How difficult it is to find a man like this?

Anonymous
I am a successful young woman who takes good care of herself and of others. I invest time and effort into being the best human being I can and the woman I aspire to be. I chose to remain virgin and wait for that special one. But recently I am doubting that maybe men at my age are either already in a relationship or still didn't make it yet. Or they still trying to figure out life and themselves.
I am just looking for someone at least similar to me that has depth, values, successful and kind. Most importantly someone who values his heart and mine like I would value his and mine equally. I am all for love and I don't know if my requirements are the reason for me not being able to find love so far. Because it is not my looks, intelligence or character.

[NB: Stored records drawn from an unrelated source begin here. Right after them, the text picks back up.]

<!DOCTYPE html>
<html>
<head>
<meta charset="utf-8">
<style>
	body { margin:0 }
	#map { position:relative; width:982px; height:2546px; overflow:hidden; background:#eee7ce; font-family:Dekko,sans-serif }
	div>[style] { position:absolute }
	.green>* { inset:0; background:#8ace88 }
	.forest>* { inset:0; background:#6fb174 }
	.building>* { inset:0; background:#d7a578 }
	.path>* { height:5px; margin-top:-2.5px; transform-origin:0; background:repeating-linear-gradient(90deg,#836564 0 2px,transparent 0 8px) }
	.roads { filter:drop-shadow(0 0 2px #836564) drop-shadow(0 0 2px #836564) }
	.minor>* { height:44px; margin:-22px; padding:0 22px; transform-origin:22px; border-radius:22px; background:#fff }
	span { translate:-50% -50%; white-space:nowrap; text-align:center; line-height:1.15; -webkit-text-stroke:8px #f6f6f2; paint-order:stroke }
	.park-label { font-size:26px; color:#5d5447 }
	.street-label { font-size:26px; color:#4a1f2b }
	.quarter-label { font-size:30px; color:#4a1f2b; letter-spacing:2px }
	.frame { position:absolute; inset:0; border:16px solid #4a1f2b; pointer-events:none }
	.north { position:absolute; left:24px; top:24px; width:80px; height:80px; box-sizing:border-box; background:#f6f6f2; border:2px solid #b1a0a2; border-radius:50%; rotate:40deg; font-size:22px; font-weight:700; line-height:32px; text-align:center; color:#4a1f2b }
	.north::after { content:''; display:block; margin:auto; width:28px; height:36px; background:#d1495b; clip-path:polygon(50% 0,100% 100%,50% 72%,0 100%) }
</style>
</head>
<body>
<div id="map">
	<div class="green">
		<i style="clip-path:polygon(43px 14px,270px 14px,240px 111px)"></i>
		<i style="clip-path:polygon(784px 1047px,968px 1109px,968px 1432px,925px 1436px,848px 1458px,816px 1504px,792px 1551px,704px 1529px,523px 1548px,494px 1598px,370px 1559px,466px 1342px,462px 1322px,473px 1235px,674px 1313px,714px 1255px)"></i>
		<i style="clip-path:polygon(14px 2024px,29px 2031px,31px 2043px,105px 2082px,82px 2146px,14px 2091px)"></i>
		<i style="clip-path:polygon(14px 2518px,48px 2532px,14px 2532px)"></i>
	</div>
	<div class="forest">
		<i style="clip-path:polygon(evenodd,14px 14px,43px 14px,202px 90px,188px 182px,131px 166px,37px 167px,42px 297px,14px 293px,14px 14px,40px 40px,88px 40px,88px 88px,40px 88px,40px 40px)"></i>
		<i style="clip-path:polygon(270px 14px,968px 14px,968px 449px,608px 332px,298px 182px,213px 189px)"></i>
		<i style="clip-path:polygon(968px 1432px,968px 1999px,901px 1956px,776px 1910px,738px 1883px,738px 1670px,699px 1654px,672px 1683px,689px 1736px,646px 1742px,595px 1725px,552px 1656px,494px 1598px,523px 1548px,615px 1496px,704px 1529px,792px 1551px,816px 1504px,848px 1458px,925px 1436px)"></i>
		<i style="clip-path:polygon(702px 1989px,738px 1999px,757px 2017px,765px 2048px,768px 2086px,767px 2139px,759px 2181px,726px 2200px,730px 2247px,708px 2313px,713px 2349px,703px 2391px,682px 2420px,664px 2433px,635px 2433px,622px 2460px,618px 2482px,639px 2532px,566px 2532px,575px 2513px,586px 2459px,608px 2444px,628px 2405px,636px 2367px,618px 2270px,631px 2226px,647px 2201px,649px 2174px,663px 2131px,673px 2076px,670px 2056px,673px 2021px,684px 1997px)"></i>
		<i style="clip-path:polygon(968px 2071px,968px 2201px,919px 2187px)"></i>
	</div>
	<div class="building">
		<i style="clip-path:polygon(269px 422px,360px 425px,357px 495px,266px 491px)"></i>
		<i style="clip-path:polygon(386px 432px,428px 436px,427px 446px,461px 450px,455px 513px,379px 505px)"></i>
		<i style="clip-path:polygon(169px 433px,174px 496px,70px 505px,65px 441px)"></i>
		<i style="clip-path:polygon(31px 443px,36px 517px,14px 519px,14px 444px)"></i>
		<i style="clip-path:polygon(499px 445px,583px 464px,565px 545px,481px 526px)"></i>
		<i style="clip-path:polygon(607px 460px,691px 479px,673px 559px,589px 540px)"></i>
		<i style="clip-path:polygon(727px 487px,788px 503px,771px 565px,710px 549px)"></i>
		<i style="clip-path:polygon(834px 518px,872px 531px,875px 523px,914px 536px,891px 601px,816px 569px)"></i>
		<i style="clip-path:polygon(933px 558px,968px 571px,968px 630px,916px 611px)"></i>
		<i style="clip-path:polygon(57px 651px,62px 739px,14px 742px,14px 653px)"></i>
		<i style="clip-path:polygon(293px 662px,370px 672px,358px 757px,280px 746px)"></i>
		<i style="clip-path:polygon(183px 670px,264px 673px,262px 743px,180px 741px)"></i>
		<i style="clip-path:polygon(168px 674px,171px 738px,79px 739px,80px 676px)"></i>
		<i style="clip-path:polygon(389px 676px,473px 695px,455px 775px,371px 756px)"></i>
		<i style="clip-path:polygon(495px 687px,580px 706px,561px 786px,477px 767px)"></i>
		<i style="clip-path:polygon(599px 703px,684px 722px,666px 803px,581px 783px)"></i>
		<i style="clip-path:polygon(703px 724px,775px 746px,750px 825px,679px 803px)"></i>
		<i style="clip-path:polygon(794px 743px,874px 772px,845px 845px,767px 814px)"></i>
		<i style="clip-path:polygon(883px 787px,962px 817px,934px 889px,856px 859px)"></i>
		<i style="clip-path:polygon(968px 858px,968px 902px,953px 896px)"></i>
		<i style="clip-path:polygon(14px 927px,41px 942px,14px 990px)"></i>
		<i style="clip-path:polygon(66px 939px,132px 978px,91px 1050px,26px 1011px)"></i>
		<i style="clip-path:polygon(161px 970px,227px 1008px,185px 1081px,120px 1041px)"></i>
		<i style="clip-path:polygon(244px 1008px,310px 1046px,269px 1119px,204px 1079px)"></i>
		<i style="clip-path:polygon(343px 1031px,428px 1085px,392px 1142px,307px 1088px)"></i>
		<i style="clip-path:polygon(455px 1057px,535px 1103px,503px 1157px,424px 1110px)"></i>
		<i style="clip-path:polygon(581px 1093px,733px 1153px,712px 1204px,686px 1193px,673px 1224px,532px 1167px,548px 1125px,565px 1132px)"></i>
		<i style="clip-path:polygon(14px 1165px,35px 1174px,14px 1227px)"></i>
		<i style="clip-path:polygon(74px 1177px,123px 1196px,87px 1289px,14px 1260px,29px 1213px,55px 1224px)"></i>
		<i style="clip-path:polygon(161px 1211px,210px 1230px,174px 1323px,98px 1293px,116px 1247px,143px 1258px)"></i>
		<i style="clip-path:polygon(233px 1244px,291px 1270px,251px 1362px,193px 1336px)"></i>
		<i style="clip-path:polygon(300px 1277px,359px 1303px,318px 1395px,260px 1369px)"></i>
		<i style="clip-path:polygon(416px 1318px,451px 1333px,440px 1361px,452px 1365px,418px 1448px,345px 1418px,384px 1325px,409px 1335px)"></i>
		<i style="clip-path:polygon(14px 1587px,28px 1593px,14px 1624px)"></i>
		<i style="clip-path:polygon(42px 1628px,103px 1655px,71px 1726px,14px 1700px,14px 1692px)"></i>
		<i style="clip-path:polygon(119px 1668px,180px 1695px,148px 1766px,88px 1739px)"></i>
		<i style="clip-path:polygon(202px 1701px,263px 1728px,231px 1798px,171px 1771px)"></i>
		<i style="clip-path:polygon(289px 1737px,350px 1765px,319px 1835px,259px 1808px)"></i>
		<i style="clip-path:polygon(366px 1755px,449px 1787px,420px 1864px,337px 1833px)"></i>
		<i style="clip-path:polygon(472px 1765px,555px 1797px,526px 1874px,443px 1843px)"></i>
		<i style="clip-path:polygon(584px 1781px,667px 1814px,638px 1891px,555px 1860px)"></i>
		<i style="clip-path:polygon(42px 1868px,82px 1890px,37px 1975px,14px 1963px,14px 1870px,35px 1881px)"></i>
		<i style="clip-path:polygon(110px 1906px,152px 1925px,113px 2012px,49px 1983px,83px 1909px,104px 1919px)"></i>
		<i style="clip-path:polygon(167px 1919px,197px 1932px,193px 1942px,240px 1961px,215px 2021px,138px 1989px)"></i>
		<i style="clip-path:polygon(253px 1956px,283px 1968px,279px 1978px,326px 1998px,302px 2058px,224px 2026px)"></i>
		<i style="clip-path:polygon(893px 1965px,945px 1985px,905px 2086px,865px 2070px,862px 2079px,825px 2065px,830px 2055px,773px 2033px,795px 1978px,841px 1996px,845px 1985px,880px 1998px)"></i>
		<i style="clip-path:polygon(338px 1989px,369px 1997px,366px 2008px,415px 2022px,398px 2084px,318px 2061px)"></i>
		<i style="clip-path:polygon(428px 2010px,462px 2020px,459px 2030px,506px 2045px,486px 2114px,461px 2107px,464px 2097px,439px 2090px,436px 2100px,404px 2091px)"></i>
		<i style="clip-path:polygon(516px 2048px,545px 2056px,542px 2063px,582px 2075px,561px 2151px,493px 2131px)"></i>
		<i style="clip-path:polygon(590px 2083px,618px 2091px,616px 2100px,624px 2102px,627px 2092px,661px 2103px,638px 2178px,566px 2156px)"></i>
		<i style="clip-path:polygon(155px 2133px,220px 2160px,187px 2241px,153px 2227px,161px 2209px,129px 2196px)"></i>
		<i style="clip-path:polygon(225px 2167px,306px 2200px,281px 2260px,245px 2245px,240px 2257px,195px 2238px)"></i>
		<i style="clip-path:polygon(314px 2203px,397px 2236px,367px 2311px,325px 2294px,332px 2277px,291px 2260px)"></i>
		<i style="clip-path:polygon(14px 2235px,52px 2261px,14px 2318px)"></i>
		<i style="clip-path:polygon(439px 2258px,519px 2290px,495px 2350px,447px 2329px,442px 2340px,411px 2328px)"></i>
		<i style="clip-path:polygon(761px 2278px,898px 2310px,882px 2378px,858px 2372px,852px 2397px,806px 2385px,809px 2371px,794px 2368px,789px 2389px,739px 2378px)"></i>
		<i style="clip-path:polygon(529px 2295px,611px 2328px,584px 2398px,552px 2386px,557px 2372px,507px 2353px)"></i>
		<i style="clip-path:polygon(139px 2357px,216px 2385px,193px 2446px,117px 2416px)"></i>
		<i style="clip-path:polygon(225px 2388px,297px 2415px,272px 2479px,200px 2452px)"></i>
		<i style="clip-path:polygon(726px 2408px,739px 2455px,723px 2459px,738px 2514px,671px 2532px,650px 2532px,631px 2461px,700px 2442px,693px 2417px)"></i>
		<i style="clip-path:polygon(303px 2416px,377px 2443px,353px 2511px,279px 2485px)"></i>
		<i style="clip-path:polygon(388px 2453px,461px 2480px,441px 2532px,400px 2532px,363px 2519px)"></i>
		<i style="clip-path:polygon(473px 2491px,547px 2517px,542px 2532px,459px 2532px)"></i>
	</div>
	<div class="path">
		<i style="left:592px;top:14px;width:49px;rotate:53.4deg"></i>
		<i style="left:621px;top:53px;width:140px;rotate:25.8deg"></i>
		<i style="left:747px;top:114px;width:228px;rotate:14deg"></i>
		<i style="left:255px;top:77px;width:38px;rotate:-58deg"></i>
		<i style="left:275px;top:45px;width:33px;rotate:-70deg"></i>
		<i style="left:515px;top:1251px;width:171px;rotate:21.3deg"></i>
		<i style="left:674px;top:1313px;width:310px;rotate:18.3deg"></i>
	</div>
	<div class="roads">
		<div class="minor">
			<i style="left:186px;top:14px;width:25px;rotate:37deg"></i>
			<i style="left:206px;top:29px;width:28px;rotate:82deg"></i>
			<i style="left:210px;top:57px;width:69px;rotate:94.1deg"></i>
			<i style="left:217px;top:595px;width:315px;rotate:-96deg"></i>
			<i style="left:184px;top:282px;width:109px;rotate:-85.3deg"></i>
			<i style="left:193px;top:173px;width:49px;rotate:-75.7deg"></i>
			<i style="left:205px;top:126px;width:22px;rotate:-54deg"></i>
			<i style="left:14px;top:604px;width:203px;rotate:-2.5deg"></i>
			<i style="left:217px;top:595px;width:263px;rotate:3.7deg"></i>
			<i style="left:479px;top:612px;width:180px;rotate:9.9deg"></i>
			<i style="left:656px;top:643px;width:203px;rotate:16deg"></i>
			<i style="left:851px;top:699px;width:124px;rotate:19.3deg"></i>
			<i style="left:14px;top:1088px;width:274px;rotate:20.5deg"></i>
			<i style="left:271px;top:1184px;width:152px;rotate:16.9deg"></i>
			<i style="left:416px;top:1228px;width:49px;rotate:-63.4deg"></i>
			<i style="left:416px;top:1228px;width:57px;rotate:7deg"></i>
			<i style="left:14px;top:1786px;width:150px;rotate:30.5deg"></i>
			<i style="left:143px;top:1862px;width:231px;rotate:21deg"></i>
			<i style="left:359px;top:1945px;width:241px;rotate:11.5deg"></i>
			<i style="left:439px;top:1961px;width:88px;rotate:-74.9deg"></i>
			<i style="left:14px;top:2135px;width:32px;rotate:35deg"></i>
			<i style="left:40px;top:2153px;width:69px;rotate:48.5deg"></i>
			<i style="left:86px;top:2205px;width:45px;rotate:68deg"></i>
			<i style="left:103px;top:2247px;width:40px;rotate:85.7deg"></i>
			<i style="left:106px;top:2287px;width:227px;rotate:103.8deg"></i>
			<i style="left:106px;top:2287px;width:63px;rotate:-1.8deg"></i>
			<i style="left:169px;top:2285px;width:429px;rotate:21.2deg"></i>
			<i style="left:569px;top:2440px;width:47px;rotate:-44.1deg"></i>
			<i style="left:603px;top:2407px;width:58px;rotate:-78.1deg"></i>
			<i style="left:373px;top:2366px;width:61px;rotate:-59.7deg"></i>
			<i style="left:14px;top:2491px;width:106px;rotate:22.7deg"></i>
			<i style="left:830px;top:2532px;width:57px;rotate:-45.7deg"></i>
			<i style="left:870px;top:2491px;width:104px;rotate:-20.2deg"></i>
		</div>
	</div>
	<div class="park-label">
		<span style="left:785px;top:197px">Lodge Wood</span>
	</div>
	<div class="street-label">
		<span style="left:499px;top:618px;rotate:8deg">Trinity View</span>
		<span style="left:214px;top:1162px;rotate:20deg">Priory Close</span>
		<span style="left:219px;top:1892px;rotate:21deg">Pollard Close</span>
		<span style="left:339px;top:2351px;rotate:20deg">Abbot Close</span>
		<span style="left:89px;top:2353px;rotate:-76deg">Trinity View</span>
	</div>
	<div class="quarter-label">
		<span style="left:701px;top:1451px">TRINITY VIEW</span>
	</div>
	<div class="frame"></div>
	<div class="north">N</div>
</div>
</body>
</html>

And I do get approached a lot all the time! hence why I feel this guilt as if I am at wrong for wanting a man like this. And I feel as if there's something wrong with me inside. Because outside I'm just loved by everyone and funny and confident.
Is it that difficult to find a man who is good and genuine but also as successful as I am? is this unrealist?

Don't misunderstand me please, I am not looking for a sugar daddy or a sponsor nor I am a gold digger. I have good education, a nice house, a nice car, travel the world, take good care of myself and family, and I do a lot of charity to help homless people and children everywhere. So don't make this about money please. I just want him to be similar to me mentally as I find intelligence and mind stimulating conversations very attractive.
How difficult it is to find a man like this?
How difficult it is to find a man like this?